Go through the listing beneath this task and return every line that carries the string "none".

(DATA UNDER STUDY):
►
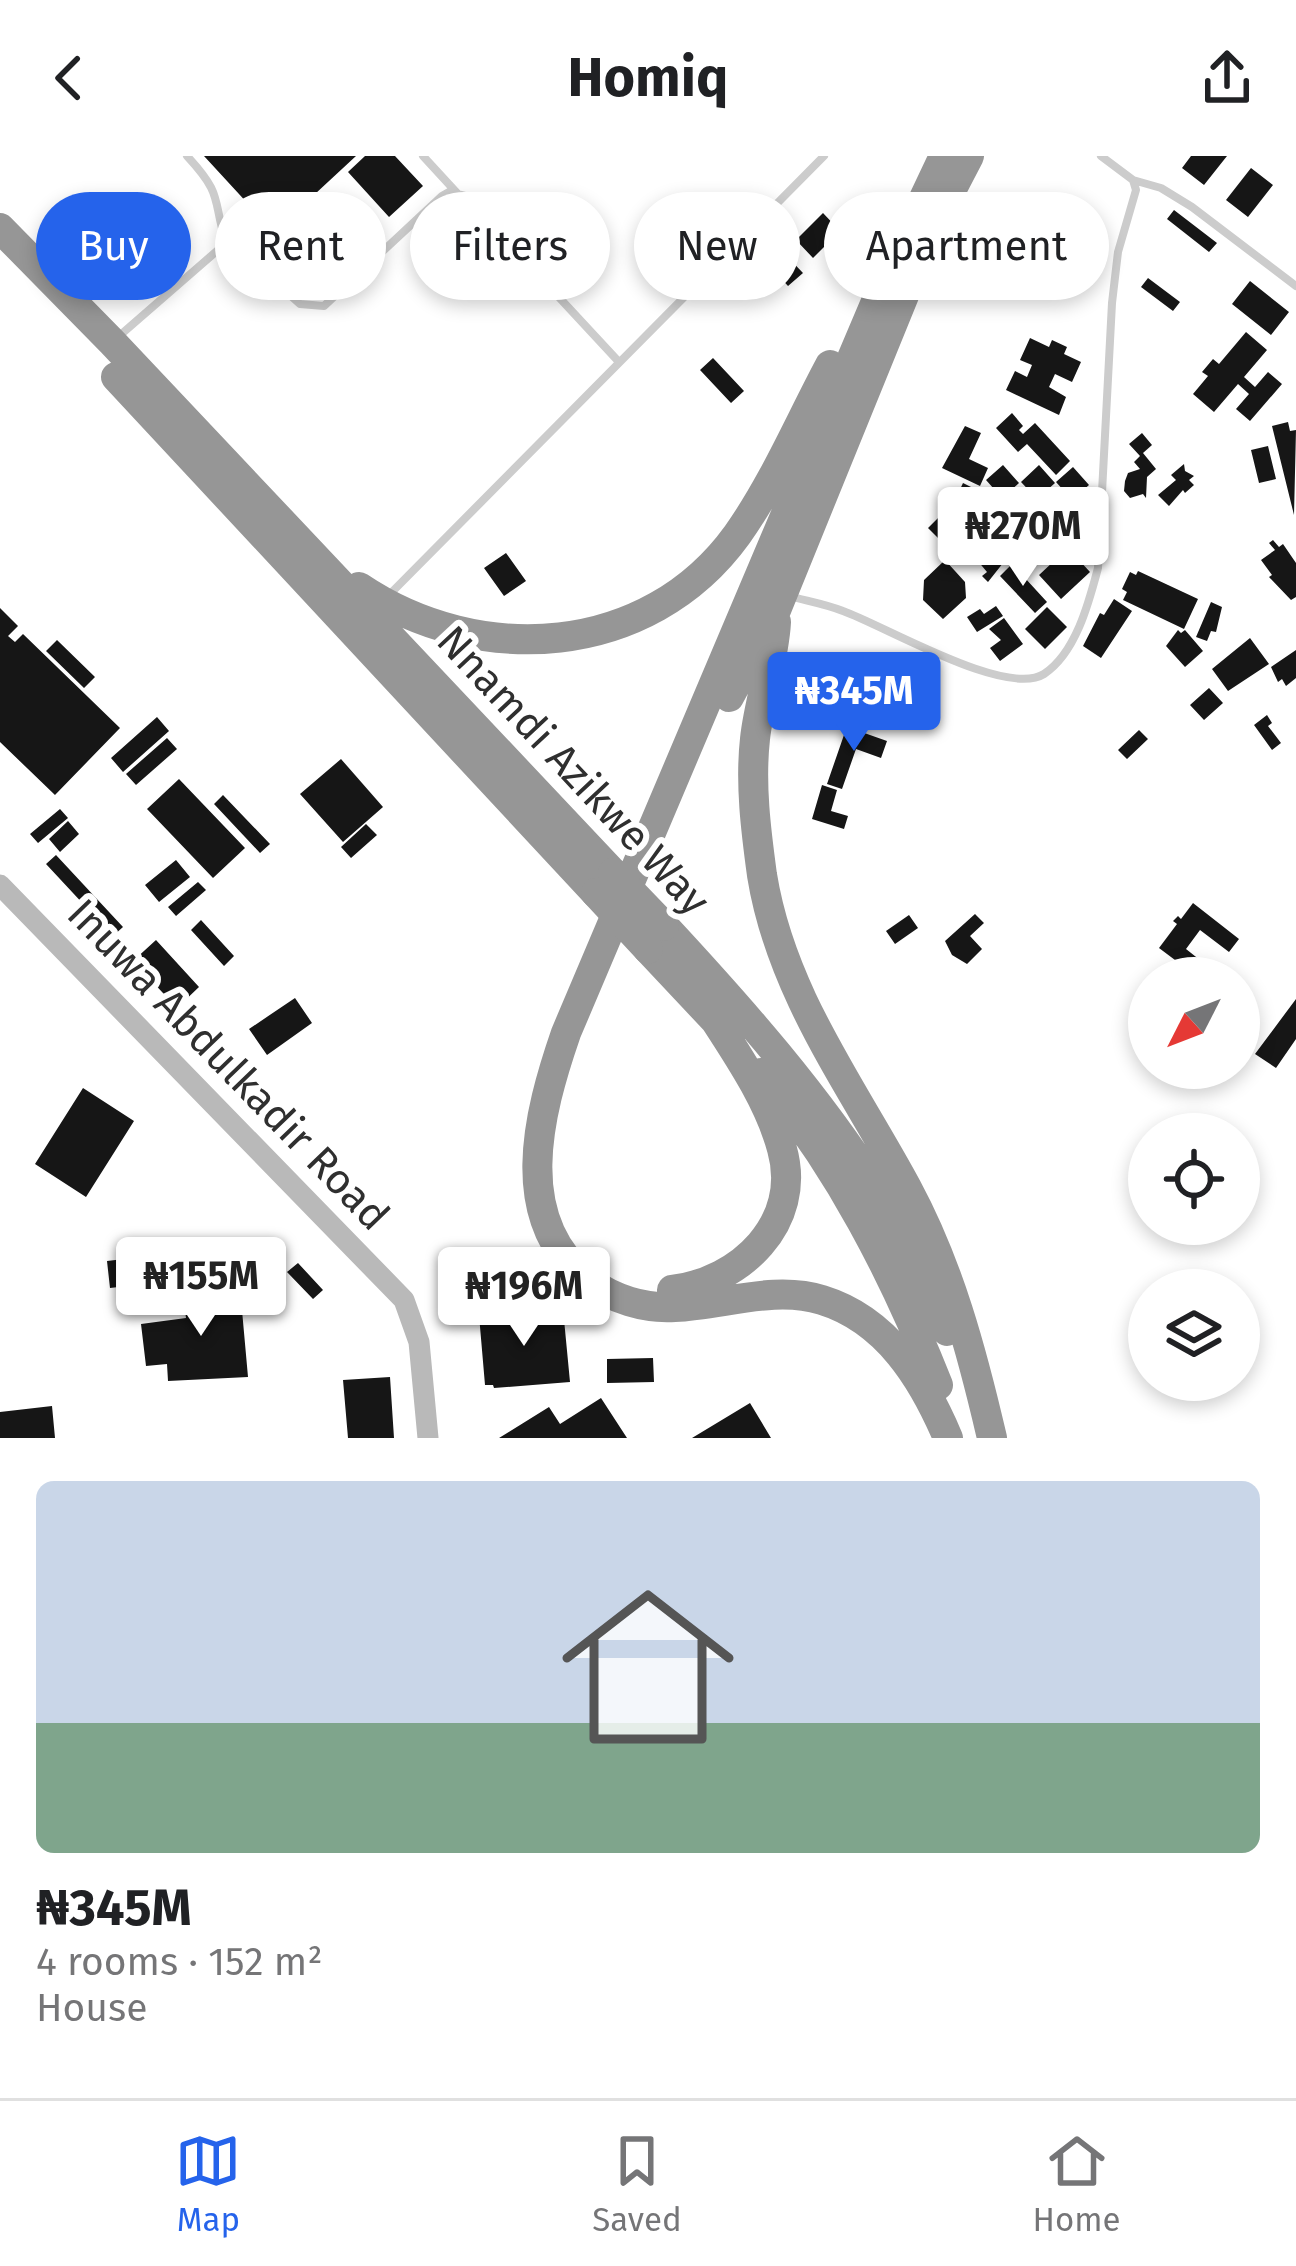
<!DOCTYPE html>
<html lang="en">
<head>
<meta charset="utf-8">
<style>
  :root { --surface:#fff; --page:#f2f2f2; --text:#202124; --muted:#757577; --line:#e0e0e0; --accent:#2563eb }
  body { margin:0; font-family:"Fira Sans",sans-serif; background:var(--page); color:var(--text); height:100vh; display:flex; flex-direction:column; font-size:45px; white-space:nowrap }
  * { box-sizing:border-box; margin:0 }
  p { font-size:39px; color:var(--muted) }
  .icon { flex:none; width:66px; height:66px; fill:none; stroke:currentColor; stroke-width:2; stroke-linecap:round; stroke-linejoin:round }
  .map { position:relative; height:1282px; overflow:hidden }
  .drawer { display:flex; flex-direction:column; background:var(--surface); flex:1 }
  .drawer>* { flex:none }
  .banner { position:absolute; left:36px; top:36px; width:1224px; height:108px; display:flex; gap:24px }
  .needle { width:78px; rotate:228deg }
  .tools { position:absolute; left:1128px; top:801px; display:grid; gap:24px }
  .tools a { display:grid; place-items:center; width:132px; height:132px; border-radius:50%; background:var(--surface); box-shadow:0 6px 18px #0003; font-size:60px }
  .price { position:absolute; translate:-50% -102px; padding:0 27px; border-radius:12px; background:#fff; color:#222; font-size:39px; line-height:78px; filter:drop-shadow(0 3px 6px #0008) }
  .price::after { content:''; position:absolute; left:50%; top:72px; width:36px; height:27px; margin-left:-18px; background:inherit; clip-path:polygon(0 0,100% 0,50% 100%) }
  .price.on { background:var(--accent); color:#fff }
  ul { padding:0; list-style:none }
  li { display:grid; align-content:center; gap:24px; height:636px; padding:0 36px }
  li+li { border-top:3px solid var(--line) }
  li span { display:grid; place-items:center; height:372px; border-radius:18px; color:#555 }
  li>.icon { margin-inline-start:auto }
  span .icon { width:216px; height:216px; fill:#fffc; stroke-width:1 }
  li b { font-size:51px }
  .chip { padding:0 42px; border-radius:54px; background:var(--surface); box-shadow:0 6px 18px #0003; font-size:42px; line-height:108px }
  .chip.on { background:var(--accent); color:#fff }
  header { display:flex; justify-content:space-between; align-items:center; height:156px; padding:0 36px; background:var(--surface); font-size:54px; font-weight:700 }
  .menu { display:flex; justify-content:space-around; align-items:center; height:168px; border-top:3px solid var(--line); background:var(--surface); font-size:33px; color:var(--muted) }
  .menu a { display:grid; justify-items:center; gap:6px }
  .menu .on { color:var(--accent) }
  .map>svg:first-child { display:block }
  .building { fill:#161616 }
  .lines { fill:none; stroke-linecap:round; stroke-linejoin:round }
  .lane { stroke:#ccc; stroke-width:8 }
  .secondary { stroke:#b9b9b9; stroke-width:21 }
  .highway { stroke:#969696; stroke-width:30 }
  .highway-bridge { stroke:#969696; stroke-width:30 }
  .labels { text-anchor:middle; stroke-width:12; stroke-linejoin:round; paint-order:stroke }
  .street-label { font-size:42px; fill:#2f2f2f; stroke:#fff }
</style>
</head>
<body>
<header><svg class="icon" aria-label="back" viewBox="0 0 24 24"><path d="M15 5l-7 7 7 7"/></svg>Homiq<svg class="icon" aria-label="share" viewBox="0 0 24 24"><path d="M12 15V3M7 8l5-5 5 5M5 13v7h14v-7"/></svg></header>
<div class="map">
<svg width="1296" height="1282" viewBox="0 0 1296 1282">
  <rect width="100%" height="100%" fill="#fff"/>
  <path class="building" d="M204 0H356L274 76Z
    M365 0H395L423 30 389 61 348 16Z
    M1191 0H1227L1204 29 1182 12Z
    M1251 12 1273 29 1248 61 1226 44Z
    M1174 54 1217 87 1209 96 1167 63Z
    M309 55 336 86 315 105 288 74Z
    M823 57 840 75 813 102 796 84Z
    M782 95 803 117 788 130 768 108Z
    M1148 122 1180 146 1173 155 1141 131Z
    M1250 125 1289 156 1271 179 1232 148Z
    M1246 176 1267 194 1244 221 1255 231 1268 216 1282 228 1250 265 1236 253 1249 238 1238 228 1214 256 1193 238 1208 220 1202 216 1213 203 1219 208Z
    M1030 182 1049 191 1052 184 1067 191 1064 198 1081 206 1072 226 1055 218 1049 231 1066 241 1059 259 1006 234 1015 215 1027 221 1032 209 1020 204Z
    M713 202 744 235 731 247 700 214Z
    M1012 257 1023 270 1019 274 1023 278 1035 267 1070 305 1056 319 1027 288 1018 296 996 272Z
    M1288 266 1290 275 1296 274 1294 359 1272 270Z
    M965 270 981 277 969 303 988 312 980 330 942 312Z
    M1142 277 1152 289 1143 297 1156 313 1147 321 1146 342 1143 338 1130 342 1124 335 1125 325 1128 317 1140 313 1134 306 1140 300 1129 288Z
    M1268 290 1276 323 1259 327 1251 294Z
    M1184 308 1185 315 1194 320 1189 324 1194 329 1185 337 1183 334 1169 350 1158 339 1176 324 1171 319Z
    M1003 309 1019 327 1002 342 986 324Z
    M1039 309 1055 327 1037 343 1021 326Z
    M1073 311 1089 329 1072 344 1056 326Z
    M963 327 979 335 964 367 948 359Z
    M1002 343 1019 361 1002 376 985 357Z
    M1035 344 1052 363 1036 378 1018 359Z
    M1070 345 1087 363 1069 379 1052 362Z
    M942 358 960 375 945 389 928 372Z
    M985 361 999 375 983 390 969 376Z
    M1053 366 1066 381 1052 395 1038 380Z
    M965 378 979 393 962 409 948 395Z
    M1273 384 1279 391 1283 388 1296 407V441L1291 444 1269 421 1272 419 1261 404 1275 394 1269 387Z
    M994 388 1007 402 988 426 982 420 987 416 977 404Z
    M1068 392 1090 416 1061 443 1039 419Z
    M506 397 526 425 504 440 484 412Z
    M945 404 965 426 966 442 943 463 923 444 924 424Z
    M1012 408 1047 446 1035 457 1000 420Z
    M1138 415 1198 443 1184 473 1123 444 1127 436 1122 433 1130 416 1136 419Z
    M1114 443 1132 455 1101 502 1083 490 1100 457 1104 459Z
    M1211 446 1222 451 1216 476 1211 475 1207 485 1196 481Z
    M996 450 1003 460 977 476 967 461 980 453 984 458Z
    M1047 451 1067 471 1045 493 1025 473Z
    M0 452 18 470 8 480 15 486 23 478 120 572 55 639 0 586Z
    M1004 462 1023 488 1000 505 990 492 1001 484 989 473Z
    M1178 474 1181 477 1185 474 1203 495 1185 511 1166 490Z
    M1250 482 1269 508 1228 535 1212 513Z
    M57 484 95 521 84 532 46 495Z
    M1296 494V522L1286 530 1282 523 1278 526 1271 511Z
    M1209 532 1223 547 1204 564 1190 549Z
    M1267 559 1272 567 1268 570 1281 587 1272 594 1254 569Z
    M157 561 169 575 123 616 111 602Z
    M853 573 887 585 881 602 856 593 842 633 827 628 845 576 851 578Z
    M1139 574 1148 583 1127 603 1118 594Z
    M167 582 177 593 136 629 126 618Z
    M341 603 383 651 343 686 300 638Z
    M179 623 245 692 213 722 147 653Z
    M822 629 837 634 831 655 848 660 844 673 812 663Z
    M223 639 270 688 260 697 214 648Z
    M60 653 68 662 38 687 30 678Z
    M68 665 79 678 60 696 49 683Z
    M366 668 377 679 351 702 341 691Z
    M56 699 123 771 113 780 46 708Z
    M176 704 190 721 159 746 145 729Z
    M198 726 206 734 176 760 168 751Z
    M1193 747 1239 783 1229 796 1200 774 1186 793 1215 816 1210 822H1199L1159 792 1177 768 1173 765 1178 760 1181 763Z
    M975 758 984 767 970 780 982 793 967 808 952 799 945 785Z
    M909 759 918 772 895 788 886 775Z
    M201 764 234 800 224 810 191 774Z
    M156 784 199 831 177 852 133 805Z
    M295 842 312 867 267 899 249 873Z
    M1296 843V883L1276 912 1255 898Z
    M204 878 237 913 226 923 194 887Z
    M83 932 134 965 86 1041 35 1008Z
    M141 1101 144 1128 110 1132 107 1105Z
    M298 1107 323 1134 313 1143 287 1116Z
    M240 1132 248 1221 168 1225 167 1208 146 1210 141 1168 186 1162 183 1139Z
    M563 1153 570 1226 494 1232 493 1229H485L479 1159Z
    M653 1202 654 1226 607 1227V1203Z
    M390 1221 394 1282H348L343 1224Z
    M601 1242 627 1282H499L549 1251 560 1268Z
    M750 1247 771 1282H692Z
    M52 1250 55 1282H0V1256Z"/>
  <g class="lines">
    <path class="lane" d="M187 0C224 40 212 42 226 87
      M423 0 457 37
      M1101 0 1133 24 1161 32 1192 51 1296 130
      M118 181 226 87 235 90 300 148 324 150 442 40 449 36 465 40 619 206
      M390 438 824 0
      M789 440C807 445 826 448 843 455 885 470 1006 542 1044 518 1076 497 1089 446 1098 412L1112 147 1118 96 1136 34 1133 24"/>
    <path class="secondary" d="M0 729 404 1144 419 1186 428 1282"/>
    <path class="highway" d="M944 0 883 129 566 877C538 958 510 1064 589 1125 612 1143 645 1153 675 1151 723 1149 775 1129 822 1144 887 1164 923 1223 948 1282
      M0 72 112 186 613 717
      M116 221 596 737
      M359 431C479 512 648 502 737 379 774 327 800 265 830 209
      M776 466C774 505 759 544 755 583 750 628 756 675 762 719 781 837 852 930 907 1032 949 1110 972 1196 992 1282
      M729 541 776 454 931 73 969 0
      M664 770C742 854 816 938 878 1035 905 1079 925 1128 947 1175
      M648 793 726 876
      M761 917C839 1011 893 1116 938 1229
      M672 1134C740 1126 803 1067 782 993 770 947 739 901 713 861"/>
    <path class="highway-bridge" d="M613 717 664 770
      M596 737 648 793"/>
  </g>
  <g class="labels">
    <g class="street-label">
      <text transform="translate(574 614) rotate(47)" y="15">Nnamdi Azikwe Way</text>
      <text transform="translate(229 908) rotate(46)" y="15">Inuwa Abdulkadir Road</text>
    </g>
  </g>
</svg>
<div class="tools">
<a><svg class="needle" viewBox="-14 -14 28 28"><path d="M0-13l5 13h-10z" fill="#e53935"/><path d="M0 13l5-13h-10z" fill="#757577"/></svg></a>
<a><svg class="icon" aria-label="locate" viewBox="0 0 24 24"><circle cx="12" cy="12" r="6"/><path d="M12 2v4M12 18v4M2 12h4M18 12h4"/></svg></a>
<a><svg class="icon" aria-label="layers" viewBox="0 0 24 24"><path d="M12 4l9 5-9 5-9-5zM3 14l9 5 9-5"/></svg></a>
</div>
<b class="price" style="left:1023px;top:433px">₦270M</b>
<b class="price on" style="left:854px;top:598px">₦345M</b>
<b class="price" style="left:201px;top:1183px">₦155M</b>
<b class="price" style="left:524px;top:1193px">₦196M</b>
<div class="banner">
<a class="chip on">Buy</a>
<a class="chip">Rent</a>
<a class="chip">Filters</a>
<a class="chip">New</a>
<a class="chip">Apartment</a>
</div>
</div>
<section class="drawer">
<ul>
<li><span style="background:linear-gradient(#c9d6e8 65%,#7fa58c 0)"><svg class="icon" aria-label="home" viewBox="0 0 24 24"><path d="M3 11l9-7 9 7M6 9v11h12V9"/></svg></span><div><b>₦345M</b><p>4 rooms · 152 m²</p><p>House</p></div></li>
</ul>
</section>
<nav class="menu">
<a class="on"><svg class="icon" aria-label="map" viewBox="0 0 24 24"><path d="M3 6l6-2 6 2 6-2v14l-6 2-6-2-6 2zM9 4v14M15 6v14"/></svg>Map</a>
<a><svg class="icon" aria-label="saved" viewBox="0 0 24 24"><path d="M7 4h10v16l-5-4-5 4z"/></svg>Saved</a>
<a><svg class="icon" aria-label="home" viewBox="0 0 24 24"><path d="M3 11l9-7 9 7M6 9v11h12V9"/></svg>Home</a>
</nav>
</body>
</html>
◄
(EXERCISE RESPONSE):
  .icon { flex:none; width:66px; height:66px; fill:none; stroke:currentColor; stroke-width:2; stroke-linecap:round; stroke-linejoin:round }
  .drawer>* { flex:none }
  ul { padding:0; list-style:none }
  .lines { fill:none; stroke-linecap:round; stroke-linejoin:round }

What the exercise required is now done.